Astronomical observations like these were inextricable from Maya life and religion. The ancient Maya tracked the cycles of the visible planets in our solar system and even arranged their temples and other monumental architecture to align with important events such as the equinoxes. Stone monuments regularly depict “Long Counts,” which are dates calculated thousands of years into the future based on observations of celestial cycles.

“They did it without the aid of telescopes, without the aid of computers, without the aid of technology,” says Aveni. 
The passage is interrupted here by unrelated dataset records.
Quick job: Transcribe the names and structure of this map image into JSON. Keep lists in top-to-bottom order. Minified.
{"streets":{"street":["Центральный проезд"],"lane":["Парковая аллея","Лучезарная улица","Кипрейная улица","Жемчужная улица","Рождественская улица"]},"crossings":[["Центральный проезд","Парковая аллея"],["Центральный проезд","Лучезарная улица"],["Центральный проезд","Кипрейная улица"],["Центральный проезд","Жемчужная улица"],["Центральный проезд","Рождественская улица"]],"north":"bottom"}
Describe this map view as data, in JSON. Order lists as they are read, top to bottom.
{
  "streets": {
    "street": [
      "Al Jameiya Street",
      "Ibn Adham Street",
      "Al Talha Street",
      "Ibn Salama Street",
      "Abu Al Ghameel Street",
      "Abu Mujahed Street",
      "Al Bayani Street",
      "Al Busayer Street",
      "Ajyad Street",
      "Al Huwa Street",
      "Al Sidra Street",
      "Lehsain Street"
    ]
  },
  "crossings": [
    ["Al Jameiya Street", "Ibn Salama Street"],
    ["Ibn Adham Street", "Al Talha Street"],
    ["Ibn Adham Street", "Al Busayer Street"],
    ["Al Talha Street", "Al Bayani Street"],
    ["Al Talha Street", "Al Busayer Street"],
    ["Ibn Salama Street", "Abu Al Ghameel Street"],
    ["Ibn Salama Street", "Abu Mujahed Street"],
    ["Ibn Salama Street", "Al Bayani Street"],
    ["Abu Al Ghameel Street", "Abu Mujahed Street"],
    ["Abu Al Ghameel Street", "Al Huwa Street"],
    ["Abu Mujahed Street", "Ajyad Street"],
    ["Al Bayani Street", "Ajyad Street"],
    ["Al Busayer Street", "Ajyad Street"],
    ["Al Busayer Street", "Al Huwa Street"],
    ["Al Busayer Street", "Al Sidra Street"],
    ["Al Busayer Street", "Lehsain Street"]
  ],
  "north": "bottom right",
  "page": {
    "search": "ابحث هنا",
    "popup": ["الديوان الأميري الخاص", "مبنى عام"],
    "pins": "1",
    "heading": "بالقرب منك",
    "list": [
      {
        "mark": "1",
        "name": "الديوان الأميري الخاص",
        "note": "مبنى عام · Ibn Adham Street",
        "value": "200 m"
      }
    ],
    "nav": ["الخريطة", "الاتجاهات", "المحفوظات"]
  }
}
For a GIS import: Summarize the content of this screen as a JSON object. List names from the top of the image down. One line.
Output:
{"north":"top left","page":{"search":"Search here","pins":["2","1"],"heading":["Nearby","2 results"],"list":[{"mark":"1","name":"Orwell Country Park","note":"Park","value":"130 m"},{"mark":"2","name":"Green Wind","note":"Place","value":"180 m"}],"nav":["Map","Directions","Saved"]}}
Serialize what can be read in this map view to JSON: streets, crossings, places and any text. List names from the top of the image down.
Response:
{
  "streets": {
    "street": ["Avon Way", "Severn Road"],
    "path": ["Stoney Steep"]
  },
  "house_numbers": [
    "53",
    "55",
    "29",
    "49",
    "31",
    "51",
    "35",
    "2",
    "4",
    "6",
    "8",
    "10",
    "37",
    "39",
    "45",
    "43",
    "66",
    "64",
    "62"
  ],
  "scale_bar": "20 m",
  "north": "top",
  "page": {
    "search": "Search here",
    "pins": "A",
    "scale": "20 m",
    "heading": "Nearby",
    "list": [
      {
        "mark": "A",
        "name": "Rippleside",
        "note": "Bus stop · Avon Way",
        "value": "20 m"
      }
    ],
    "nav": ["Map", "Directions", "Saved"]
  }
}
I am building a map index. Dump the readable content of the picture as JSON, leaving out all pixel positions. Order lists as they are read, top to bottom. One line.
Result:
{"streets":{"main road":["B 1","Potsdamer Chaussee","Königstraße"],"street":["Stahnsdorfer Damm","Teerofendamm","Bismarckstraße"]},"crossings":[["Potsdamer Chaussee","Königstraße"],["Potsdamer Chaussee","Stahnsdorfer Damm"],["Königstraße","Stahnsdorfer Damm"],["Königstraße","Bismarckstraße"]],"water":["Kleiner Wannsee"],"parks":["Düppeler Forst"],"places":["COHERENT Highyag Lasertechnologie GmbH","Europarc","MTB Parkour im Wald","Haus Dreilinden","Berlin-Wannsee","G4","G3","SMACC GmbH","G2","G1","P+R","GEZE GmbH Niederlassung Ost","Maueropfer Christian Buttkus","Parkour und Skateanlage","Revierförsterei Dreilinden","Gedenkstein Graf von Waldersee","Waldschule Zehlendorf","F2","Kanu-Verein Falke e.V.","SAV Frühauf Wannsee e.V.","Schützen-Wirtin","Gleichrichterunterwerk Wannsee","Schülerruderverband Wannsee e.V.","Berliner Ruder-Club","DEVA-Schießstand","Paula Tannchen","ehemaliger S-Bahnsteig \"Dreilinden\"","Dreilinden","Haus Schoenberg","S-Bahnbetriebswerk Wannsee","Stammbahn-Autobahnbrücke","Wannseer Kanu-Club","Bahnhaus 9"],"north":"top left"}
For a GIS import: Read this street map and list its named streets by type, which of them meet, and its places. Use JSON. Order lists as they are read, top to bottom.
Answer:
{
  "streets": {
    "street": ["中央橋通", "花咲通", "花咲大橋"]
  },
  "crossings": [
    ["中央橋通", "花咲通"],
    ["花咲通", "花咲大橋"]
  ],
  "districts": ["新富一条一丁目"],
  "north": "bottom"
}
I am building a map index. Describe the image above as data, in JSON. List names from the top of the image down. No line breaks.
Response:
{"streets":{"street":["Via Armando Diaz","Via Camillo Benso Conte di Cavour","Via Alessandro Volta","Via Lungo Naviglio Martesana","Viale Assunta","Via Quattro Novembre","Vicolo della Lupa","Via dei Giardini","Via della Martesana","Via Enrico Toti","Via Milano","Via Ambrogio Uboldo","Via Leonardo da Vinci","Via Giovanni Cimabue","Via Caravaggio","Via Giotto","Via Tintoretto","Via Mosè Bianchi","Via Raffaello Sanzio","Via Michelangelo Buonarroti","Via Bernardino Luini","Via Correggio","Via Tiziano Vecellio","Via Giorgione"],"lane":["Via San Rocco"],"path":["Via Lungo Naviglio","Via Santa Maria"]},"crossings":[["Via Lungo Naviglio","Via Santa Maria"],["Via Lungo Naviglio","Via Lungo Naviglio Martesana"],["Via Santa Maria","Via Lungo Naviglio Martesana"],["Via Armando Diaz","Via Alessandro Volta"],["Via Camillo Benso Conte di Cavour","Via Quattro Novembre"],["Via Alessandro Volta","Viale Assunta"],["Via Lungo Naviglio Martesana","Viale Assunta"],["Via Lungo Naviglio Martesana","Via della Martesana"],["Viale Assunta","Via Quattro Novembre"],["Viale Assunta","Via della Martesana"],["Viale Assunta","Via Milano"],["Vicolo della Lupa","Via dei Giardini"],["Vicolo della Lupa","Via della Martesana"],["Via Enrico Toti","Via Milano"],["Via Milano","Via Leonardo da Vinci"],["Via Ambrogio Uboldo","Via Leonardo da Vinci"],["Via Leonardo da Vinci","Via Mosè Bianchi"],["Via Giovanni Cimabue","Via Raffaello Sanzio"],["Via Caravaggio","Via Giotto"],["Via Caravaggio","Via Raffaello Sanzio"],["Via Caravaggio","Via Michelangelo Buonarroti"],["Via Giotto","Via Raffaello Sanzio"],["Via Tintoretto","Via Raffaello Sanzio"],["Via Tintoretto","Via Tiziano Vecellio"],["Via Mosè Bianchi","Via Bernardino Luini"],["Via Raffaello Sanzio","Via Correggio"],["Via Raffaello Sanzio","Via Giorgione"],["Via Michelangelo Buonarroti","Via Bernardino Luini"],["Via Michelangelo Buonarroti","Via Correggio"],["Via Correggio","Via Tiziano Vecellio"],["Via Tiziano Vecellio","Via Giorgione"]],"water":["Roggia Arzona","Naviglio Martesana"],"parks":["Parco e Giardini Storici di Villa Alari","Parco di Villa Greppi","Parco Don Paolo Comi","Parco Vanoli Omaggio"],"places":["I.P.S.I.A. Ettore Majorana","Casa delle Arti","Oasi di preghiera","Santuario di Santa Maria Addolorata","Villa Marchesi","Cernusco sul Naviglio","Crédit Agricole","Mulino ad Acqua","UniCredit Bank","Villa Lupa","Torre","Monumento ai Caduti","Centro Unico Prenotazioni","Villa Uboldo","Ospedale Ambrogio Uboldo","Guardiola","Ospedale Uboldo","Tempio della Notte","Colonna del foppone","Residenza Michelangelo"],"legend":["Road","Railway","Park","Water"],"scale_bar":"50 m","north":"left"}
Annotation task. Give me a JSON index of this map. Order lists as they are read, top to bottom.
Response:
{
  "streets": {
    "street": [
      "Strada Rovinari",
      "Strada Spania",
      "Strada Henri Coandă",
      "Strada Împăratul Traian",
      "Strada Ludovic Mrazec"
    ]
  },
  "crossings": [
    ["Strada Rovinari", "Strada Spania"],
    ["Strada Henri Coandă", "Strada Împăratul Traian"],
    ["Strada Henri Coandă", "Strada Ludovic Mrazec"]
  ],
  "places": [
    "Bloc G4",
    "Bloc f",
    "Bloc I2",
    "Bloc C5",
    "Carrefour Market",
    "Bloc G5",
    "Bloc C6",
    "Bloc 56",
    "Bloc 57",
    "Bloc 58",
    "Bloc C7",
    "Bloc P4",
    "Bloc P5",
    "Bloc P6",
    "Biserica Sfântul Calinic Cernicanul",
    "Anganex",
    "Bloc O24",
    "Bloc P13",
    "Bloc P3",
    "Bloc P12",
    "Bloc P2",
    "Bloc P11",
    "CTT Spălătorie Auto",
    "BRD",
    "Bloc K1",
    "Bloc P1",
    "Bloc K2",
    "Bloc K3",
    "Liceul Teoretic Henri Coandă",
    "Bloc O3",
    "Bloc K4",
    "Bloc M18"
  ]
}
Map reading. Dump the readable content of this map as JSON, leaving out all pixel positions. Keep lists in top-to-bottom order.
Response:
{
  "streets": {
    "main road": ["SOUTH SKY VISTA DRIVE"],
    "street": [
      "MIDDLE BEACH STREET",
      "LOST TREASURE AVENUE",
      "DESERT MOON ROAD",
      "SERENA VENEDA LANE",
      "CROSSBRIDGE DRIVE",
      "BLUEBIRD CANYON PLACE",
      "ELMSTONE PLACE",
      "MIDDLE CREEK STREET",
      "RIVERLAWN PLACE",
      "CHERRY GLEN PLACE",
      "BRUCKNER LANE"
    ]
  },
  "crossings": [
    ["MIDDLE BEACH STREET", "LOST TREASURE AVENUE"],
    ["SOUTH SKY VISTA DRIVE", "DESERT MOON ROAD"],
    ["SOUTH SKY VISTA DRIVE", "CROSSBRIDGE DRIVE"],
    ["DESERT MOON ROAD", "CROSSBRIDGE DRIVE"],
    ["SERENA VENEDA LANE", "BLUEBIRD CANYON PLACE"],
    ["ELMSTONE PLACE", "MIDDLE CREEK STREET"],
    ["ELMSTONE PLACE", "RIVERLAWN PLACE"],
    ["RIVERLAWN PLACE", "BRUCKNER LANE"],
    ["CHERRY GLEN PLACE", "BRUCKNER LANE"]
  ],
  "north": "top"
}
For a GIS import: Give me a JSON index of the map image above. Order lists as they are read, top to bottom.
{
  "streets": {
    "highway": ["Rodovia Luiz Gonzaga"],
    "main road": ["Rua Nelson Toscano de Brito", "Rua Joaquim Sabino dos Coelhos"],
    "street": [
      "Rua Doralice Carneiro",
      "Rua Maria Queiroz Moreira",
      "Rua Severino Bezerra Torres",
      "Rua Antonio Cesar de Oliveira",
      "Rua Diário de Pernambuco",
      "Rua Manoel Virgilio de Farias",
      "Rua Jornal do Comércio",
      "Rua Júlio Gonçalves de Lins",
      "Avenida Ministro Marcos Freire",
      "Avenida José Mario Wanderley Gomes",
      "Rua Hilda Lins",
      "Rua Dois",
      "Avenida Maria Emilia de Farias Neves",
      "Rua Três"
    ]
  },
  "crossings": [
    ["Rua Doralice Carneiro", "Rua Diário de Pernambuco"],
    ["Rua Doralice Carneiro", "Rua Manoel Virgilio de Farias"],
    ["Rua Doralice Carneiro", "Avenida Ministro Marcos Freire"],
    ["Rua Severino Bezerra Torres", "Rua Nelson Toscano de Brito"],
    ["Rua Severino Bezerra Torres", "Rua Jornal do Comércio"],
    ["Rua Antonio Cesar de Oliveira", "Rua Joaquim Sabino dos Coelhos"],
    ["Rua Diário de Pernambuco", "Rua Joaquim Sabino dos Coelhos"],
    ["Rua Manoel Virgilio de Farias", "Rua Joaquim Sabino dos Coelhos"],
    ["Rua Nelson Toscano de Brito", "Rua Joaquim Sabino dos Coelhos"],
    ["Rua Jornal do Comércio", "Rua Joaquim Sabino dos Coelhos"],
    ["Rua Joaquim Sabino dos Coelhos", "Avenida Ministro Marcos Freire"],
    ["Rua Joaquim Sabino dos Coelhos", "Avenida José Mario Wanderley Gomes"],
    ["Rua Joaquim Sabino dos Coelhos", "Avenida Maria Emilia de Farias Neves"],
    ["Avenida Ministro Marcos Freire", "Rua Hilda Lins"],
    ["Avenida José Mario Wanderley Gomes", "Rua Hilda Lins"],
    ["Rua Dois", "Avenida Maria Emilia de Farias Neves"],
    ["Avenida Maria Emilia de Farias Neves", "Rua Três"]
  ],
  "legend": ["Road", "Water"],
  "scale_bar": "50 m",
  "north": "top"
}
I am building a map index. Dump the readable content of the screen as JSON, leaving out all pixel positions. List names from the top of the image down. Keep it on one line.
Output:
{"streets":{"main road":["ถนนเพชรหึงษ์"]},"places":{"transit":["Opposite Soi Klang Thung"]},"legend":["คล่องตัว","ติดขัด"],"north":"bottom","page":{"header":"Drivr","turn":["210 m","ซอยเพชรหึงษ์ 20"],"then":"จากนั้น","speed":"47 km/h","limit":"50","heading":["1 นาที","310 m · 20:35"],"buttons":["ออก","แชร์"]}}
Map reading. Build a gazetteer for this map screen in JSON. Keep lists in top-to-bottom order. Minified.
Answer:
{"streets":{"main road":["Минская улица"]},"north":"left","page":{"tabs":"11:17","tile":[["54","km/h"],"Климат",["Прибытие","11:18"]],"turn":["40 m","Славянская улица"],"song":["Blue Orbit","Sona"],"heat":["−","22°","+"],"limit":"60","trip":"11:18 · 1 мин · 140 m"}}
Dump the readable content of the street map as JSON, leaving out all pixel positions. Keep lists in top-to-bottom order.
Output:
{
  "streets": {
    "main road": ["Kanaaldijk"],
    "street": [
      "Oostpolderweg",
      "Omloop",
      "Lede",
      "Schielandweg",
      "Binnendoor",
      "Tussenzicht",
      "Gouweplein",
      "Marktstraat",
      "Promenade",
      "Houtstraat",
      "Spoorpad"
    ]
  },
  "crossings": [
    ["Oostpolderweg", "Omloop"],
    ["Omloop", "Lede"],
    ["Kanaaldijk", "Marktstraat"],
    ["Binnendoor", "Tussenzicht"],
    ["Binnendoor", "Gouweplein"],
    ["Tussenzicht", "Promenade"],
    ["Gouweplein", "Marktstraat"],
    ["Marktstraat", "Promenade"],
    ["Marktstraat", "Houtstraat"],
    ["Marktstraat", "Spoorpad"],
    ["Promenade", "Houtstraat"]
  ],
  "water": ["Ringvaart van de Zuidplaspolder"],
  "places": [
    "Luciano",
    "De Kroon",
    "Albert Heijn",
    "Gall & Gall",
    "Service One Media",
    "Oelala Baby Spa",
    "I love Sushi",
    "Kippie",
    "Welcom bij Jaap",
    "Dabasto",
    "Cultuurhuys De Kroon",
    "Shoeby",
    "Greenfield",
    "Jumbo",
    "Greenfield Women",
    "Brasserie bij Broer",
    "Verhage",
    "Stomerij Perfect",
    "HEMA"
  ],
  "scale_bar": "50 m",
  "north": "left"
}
Sak Tahn Waax’s work seems to parallel the ancient Maya’s famous bark-based books, such as the Dresden Codex — lengthy compendiums of science and math describing everything from medicines to precise dates for lunar eclipses — some of which would be developed hundreds of years later. The room with his equations was likely a workshop where Maya astronomers labored to document the mechanics of the stars, drafting and collaborating to hash out the details before committing them to their elaborate codices.

(The ancient Maya may have had sophisticated dentists

Archaeologists have known that the Maya observed solar equinoxes and recorded movements of celestial bodies for hundreds of years before the hieroglyphs were painted on the wall in Xultun with Sak Tahn Waax’s signature, according to Hurst.

“But to connect it to a name,” she says, "these are the moments that connect us all to the humanity of our ancestors.”  

Taylor Mitchell Brown is a freelance writer based in San Diego. He regularly reports on archaeology, paleontology, and animals for National Geographic.
The nonprofit National Geographic Society, committed to illuminating and protecting the wonder of our world, funded Explorer William Saturno's work, which contributed to this research. Learn more about the Society’s support of Explorers.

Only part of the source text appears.